■ Instructions to follow: Search term "road": work out how many lines of the data below contain it, and answer with that number alone.

━━━━━ Supplied material

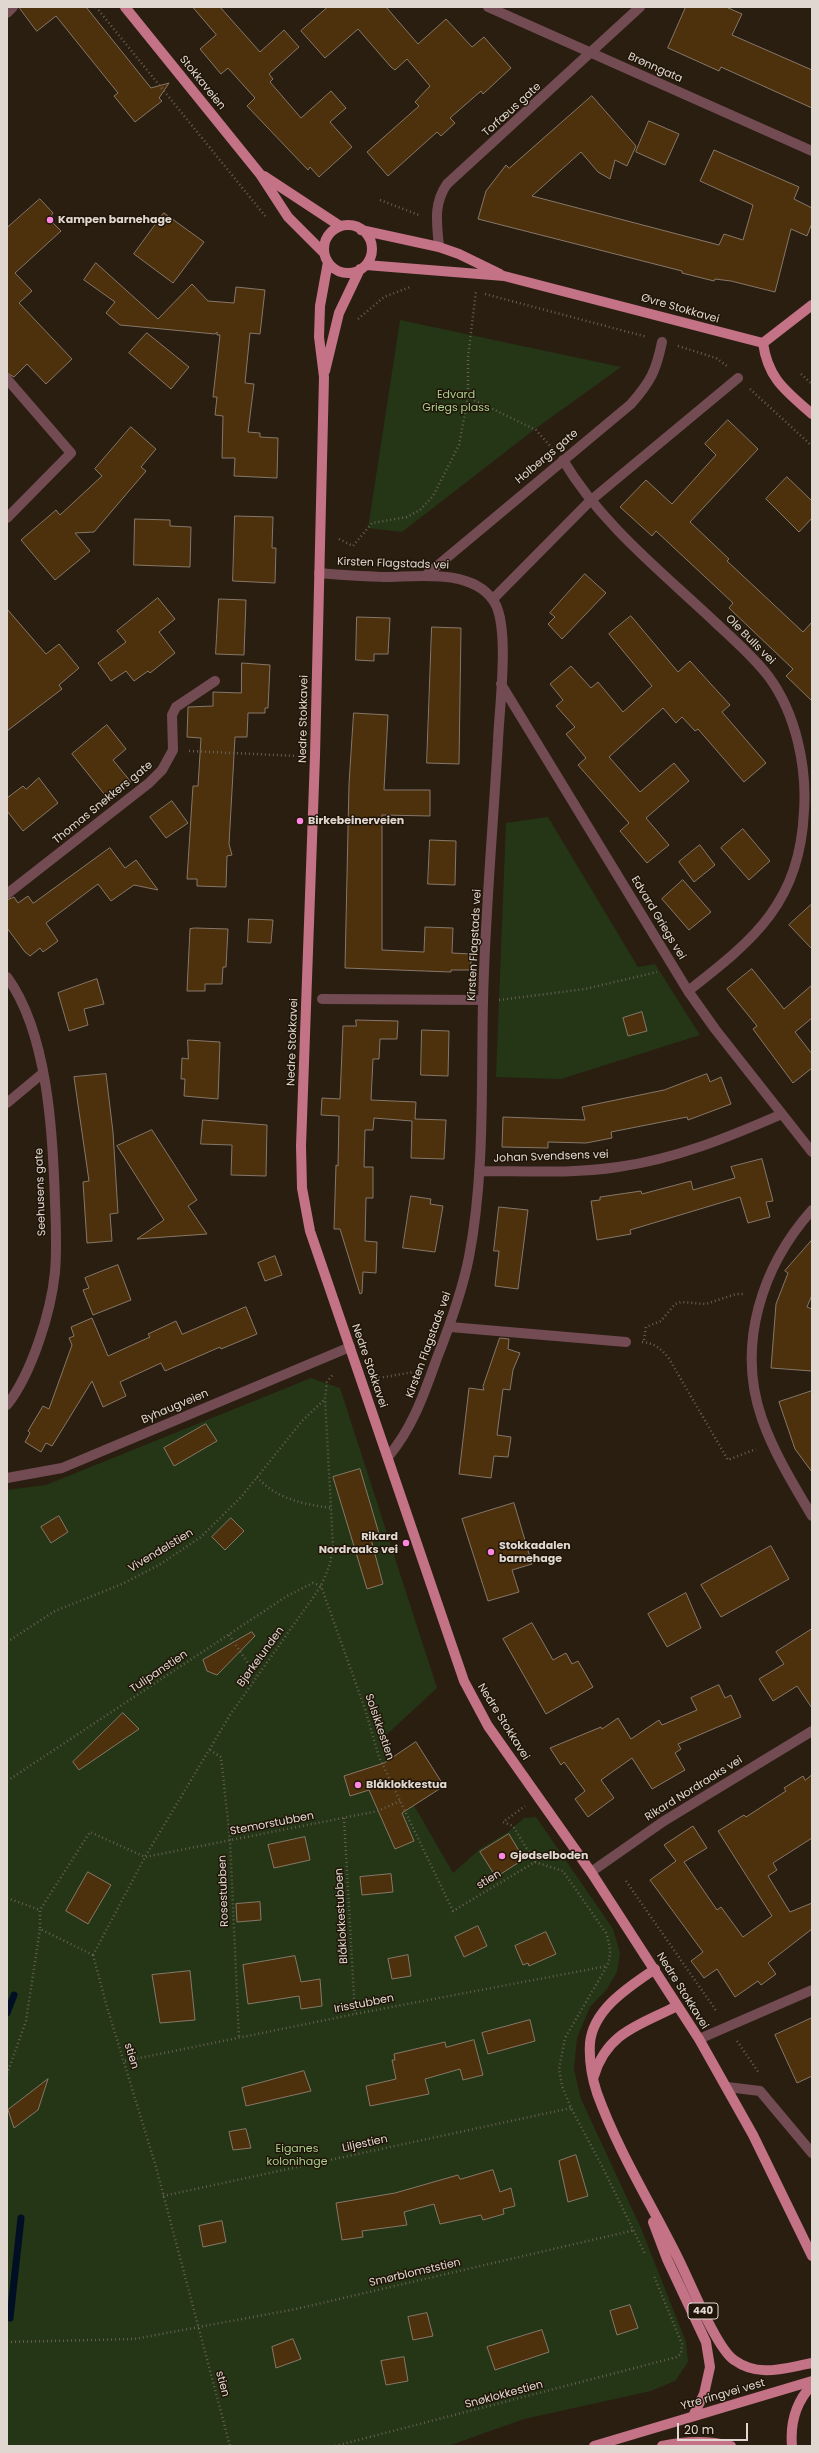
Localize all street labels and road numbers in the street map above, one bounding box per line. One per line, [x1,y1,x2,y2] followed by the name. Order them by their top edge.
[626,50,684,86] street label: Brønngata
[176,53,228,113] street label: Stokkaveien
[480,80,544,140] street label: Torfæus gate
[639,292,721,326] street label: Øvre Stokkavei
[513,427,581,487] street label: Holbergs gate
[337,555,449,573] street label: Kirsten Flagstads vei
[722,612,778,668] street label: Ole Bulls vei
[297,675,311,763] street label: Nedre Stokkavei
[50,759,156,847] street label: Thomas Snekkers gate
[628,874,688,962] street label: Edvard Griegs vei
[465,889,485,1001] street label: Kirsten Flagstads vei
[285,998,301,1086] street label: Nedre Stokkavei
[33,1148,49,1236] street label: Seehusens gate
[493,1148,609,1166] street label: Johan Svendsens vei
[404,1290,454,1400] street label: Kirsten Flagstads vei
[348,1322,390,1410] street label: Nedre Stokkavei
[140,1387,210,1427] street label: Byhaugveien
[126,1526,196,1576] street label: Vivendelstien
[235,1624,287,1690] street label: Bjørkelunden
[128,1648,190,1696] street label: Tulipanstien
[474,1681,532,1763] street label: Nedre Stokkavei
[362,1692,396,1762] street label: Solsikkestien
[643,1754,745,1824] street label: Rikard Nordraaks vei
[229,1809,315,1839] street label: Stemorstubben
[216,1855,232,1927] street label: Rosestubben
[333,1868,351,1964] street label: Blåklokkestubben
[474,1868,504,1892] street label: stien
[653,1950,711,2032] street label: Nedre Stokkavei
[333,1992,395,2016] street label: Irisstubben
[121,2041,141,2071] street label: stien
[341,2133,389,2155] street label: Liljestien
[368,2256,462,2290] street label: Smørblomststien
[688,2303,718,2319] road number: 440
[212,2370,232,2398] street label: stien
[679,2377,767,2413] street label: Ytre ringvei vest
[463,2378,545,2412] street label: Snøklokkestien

━━━━━━━━━━

■ Finished task: 2